Task brief: In the entries below, how many lines contain the word "font"? State the number and nothing more.

Saved entries:
=-=-=-=-=

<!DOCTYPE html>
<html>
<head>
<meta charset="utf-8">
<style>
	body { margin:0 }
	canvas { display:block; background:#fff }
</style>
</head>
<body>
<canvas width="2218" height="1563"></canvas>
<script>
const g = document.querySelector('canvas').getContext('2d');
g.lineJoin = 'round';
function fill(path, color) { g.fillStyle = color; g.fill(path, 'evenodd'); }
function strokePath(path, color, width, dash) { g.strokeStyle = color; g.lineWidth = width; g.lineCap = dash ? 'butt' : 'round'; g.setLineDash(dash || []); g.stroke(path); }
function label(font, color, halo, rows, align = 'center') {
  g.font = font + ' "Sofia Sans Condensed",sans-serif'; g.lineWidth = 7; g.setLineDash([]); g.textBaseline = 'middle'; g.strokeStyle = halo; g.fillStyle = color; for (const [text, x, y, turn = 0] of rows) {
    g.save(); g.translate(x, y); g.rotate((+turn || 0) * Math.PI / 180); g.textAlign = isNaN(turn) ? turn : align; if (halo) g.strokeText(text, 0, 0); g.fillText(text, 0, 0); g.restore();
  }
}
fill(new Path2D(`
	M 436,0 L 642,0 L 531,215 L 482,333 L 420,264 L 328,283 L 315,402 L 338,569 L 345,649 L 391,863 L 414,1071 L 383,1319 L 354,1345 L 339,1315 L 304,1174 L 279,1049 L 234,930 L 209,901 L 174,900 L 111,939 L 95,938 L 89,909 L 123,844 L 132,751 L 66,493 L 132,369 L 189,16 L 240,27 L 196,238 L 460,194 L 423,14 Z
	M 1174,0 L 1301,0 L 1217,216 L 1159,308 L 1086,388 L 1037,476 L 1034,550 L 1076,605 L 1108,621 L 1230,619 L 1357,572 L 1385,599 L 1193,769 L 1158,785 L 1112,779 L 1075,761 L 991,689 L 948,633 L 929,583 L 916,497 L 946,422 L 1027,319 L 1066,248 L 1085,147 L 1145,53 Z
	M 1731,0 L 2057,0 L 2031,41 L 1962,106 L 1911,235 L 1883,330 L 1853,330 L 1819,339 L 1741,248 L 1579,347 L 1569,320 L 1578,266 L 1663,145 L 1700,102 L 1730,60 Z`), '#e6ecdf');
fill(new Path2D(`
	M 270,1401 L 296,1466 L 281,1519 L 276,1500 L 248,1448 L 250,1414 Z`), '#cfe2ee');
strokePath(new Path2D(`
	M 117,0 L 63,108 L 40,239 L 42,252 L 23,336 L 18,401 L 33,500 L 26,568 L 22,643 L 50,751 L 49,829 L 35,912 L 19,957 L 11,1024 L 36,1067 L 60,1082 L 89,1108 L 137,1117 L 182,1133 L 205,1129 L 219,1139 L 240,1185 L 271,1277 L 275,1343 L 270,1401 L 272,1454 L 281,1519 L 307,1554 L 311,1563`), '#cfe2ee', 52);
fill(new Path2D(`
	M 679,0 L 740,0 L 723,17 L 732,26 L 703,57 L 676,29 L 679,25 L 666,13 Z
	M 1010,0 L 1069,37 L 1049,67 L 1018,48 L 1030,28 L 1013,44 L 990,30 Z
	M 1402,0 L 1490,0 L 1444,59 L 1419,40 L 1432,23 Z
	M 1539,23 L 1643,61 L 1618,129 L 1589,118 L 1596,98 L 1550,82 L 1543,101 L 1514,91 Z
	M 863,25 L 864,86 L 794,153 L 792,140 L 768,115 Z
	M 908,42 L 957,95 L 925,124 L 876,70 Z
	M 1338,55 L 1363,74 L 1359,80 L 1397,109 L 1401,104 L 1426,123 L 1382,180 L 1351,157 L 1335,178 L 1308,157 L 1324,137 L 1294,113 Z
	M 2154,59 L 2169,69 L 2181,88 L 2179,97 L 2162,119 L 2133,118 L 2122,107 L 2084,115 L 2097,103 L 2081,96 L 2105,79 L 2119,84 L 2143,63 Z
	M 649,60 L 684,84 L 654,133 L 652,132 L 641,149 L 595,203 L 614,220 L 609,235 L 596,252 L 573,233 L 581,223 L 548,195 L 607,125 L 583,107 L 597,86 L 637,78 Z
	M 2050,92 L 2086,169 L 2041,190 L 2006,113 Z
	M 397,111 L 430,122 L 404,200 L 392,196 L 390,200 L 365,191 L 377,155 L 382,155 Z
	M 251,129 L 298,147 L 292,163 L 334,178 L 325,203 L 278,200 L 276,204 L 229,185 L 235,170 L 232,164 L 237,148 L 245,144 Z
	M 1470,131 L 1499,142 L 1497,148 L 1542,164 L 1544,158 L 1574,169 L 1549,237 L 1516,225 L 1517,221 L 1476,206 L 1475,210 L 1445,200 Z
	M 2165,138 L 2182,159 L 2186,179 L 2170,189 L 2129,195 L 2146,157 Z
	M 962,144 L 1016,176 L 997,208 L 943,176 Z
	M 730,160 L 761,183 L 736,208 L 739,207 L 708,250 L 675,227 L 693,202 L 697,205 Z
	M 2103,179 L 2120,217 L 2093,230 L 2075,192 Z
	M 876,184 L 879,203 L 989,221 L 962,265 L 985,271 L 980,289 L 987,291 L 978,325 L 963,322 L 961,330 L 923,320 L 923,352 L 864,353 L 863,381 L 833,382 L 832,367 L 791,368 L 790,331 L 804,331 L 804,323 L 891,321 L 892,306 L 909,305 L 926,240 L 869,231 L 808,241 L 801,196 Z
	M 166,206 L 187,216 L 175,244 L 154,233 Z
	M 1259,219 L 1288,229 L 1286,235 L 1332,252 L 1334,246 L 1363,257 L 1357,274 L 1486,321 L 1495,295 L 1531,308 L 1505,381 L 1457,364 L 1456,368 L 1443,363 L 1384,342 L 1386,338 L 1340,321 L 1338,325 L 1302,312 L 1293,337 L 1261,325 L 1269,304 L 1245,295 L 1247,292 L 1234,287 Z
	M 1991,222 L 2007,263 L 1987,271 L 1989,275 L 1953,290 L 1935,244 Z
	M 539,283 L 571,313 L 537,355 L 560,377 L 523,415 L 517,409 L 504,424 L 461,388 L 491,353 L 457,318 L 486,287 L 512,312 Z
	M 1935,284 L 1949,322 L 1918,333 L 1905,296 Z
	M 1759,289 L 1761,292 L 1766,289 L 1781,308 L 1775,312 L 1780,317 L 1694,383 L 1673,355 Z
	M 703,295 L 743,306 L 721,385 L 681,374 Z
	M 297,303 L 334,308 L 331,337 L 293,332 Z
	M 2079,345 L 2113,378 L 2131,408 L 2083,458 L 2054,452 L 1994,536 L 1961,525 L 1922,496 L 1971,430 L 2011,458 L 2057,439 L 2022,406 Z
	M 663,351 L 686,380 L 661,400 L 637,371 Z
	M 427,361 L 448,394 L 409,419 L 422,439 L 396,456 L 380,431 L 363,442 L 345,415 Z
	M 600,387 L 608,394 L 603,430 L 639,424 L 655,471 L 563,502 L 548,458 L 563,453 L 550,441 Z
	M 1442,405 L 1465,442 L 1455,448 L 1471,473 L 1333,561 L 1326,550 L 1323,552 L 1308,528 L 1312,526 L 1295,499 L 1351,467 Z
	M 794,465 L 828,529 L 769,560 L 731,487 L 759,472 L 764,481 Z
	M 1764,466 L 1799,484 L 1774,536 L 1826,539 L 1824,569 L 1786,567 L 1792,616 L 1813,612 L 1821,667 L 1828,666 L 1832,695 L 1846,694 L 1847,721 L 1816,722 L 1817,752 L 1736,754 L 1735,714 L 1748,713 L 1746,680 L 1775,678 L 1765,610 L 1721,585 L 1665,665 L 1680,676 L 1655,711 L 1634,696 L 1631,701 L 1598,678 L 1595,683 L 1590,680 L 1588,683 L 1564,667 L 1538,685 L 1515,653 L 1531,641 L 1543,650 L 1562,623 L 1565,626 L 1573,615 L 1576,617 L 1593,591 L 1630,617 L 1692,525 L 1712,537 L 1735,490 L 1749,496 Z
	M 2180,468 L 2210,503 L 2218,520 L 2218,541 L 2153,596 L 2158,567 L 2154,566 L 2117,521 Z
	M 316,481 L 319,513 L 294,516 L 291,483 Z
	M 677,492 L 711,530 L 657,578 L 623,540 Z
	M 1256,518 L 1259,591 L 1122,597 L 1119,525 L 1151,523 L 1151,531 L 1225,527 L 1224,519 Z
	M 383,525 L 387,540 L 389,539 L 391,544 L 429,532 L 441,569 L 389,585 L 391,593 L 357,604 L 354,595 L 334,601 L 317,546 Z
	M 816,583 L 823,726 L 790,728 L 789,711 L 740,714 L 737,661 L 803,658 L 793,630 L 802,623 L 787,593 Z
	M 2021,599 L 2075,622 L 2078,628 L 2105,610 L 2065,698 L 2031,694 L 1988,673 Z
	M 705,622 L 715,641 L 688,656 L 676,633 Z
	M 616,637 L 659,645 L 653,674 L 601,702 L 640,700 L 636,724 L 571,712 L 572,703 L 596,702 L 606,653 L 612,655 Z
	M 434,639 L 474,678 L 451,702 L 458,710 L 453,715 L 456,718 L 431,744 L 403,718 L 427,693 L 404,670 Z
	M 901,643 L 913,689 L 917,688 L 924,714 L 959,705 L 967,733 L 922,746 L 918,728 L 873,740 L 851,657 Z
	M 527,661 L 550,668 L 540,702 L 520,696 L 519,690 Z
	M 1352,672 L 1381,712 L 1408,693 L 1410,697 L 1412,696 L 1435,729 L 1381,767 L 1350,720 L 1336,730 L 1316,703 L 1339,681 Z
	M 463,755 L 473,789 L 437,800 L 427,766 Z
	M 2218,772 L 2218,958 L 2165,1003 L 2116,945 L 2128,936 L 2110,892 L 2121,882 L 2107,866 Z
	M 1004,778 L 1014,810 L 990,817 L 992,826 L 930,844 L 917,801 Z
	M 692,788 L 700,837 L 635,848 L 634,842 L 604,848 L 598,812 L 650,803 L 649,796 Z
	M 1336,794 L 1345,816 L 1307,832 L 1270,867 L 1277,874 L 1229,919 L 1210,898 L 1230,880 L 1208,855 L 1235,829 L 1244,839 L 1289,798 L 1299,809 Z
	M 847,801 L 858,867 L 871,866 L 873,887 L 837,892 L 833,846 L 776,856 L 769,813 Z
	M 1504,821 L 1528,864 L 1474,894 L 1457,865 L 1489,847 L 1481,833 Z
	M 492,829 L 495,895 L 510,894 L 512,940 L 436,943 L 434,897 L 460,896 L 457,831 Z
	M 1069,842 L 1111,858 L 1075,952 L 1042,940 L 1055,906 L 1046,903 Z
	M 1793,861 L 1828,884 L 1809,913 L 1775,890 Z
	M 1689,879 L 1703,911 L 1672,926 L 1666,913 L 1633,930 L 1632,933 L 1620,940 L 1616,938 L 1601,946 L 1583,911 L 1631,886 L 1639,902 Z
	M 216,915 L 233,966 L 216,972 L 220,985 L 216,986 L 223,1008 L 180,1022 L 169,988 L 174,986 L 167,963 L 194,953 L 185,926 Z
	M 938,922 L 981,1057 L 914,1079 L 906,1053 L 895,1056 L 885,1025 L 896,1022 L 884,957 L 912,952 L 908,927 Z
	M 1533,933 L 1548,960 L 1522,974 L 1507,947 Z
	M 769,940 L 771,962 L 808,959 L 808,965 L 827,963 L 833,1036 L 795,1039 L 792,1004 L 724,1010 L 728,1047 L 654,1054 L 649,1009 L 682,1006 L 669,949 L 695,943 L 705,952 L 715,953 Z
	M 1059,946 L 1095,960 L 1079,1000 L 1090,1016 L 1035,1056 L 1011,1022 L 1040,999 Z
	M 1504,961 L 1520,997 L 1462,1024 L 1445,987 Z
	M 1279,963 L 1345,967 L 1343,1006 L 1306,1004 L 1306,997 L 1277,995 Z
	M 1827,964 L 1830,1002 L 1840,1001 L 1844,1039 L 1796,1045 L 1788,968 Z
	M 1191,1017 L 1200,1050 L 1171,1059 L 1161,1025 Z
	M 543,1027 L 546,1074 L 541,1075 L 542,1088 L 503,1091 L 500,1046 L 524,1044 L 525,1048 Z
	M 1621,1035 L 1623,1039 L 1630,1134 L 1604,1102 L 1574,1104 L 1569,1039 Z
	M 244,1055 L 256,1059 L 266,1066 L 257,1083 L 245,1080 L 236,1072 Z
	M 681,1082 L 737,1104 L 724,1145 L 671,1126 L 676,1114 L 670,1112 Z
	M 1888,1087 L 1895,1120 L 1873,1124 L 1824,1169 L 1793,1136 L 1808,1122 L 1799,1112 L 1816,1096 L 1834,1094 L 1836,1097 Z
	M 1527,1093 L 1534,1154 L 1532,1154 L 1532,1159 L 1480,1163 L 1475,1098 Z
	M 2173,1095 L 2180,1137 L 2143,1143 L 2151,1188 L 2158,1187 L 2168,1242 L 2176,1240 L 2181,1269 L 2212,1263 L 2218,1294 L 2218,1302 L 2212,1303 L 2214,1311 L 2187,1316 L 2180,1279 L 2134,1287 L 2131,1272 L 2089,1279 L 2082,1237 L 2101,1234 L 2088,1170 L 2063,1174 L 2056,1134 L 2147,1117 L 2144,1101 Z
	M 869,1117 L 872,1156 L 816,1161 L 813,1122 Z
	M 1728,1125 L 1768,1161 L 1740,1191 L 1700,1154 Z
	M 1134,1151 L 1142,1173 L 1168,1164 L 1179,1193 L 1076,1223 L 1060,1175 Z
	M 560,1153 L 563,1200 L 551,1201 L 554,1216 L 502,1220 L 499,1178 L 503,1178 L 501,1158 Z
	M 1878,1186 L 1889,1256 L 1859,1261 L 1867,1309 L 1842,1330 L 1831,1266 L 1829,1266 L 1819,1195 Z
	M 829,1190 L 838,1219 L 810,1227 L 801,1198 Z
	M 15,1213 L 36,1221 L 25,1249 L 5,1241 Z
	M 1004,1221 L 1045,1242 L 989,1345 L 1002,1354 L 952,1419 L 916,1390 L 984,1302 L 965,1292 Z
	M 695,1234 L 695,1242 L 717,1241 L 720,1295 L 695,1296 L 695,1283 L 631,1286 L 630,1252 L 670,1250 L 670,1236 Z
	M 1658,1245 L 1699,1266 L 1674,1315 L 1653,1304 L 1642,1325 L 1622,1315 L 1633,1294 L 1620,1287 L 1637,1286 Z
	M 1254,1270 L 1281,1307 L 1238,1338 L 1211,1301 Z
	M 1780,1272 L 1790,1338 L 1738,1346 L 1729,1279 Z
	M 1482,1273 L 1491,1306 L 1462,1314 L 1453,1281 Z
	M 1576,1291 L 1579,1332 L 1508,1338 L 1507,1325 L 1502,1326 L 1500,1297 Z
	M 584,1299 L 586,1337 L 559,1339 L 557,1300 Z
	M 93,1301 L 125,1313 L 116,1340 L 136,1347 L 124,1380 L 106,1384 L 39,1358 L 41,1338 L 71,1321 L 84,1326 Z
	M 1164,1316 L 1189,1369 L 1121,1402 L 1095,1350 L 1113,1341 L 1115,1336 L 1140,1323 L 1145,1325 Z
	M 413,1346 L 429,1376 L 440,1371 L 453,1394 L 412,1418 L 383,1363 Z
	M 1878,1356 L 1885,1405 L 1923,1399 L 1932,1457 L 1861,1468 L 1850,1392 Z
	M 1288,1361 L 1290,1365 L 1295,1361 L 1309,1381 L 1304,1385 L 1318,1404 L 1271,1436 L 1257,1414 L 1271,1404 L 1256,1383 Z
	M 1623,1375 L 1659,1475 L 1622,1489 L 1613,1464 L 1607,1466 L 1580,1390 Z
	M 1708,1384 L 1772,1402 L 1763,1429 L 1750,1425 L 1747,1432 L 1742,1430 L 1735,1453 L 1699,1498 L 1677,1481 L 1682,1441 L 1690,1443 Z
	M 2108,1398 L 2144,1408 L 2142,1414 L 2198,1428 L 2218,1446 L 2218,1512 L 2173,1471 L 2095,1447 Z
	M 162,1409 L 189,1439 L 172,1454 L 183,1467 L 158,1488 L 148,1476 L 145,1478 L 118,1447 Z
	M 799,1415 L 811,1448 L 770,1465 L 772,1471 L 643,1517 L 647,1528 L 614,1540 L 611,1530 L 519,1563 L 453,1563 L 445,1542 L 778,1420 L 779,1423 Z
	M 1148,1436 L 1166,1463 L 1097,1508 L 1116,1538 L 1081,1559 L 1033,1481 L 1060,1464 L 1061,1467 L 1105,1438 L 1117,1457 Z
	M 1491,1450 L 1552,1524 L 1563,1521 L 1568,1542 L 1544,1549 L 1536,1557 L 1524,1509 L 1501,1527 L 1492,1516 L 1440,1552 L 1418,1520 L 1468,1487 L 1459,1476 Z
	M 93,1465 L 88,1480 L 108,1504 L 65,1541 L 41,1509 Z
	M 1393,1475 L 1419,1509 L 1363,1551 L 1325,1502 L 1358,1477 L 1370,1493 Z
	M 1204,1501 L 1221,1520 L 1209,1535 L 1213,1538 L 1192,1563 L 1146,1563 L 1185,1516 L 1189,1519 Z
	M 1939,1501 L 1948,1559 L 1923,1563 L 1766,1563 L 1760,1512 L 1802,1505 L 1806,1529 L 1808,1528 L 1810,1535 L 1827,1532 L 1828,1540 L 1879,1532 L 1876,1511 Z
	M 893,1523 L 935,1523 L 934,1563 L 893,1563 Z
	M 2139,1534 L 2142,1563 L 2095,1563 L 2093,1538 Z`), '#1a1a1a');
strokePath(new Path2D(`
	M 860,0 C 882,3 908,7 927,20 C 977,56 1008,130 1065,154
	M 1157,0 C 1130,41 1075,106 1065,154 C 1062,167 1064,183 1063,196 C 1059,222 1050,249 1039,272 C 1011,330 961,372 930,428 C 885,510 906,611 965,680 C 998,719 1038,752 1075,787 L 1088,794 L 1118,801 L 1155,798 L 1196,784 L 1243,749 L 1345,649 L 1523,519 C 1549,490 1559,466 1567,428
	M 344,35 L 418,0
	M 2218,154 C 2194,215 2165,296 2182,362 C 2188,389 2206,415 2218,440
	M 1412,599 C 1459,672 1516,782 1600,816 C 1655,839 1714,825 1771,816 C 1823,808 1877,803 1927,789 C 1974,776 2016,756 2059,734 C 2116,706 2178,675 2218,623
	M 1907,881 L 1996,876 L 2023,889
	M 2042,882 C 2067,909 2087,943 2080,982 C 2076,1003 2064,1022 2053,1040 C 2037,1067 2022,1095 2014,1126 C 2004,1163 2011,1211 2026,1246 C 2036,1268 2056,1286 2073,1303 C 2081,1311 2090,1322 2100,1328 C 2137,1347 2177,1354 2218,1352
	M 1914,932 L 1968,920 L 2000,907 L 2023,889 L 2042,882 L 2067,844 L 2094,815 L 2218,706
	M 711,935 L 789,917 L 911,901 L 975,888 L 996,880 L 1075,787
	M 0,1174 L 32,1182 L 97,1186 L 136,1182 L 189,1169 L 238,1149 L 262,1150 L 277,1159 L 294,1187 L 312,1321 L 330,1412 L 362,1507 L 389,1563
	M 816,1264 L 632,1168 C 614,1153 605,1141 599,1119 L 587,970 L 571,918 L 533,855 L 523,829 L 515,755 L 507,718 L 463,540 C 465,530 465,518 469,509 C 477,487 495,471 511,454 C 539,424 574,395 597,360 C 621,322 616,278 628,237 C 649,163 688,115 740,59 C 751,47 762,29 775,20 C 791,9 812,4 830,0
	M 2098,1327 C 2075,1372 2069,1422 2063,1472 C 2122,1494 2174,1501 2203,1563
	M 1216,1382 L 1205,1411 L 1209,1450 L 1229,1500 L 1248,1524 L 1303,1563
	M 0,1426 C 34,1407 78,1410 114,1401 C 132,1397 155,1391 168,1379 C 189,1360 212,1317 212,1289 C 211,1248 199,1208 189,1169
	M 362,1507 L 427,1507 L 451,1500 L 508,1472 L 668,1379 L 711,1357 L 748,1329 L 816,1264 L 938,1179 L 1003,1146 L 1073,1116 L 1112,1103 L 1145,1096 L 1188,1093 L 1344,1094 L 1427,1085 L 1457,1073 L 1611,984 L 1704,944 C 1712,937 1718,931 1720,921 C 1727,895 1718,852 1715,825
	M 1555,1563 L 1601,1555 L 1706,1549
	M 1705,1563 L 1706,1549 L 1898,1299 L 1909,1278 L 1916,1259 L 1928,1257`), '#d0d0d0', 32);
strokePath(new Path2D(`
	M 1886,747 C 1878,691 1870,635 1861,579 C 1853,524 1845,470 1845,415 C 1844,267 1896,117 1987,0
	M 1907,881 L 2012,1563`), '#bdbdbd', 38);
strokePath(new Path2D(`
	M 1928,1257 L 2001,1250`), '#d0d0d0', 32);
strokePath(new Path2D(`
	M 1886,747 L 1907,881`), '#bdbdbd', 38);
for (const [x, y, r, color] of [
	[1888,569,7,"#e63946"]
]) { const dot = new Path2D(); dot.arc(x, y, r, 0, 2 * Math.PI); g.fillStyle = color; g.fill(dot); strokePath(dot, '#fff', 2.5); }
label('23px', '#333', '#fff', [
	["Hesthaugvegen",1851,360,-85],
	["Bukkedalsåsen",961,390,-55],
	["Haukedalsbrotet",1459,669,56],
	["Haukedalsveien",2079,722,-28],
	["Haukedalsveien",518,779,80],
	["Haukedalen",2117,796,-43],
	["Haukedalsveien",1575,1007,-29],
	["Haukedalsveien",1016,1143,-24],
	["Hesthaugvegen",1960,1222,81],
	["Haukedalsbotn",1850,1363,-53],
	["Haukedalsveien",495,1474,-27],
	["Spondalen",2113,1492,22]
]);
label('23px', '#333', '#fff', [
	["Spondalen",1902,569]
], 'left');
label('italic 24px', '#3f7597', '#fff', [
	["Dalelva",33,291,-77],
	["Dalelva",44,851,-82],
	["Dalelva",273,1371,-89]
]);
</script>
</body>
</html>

=-=-=-=-=

Response area: 2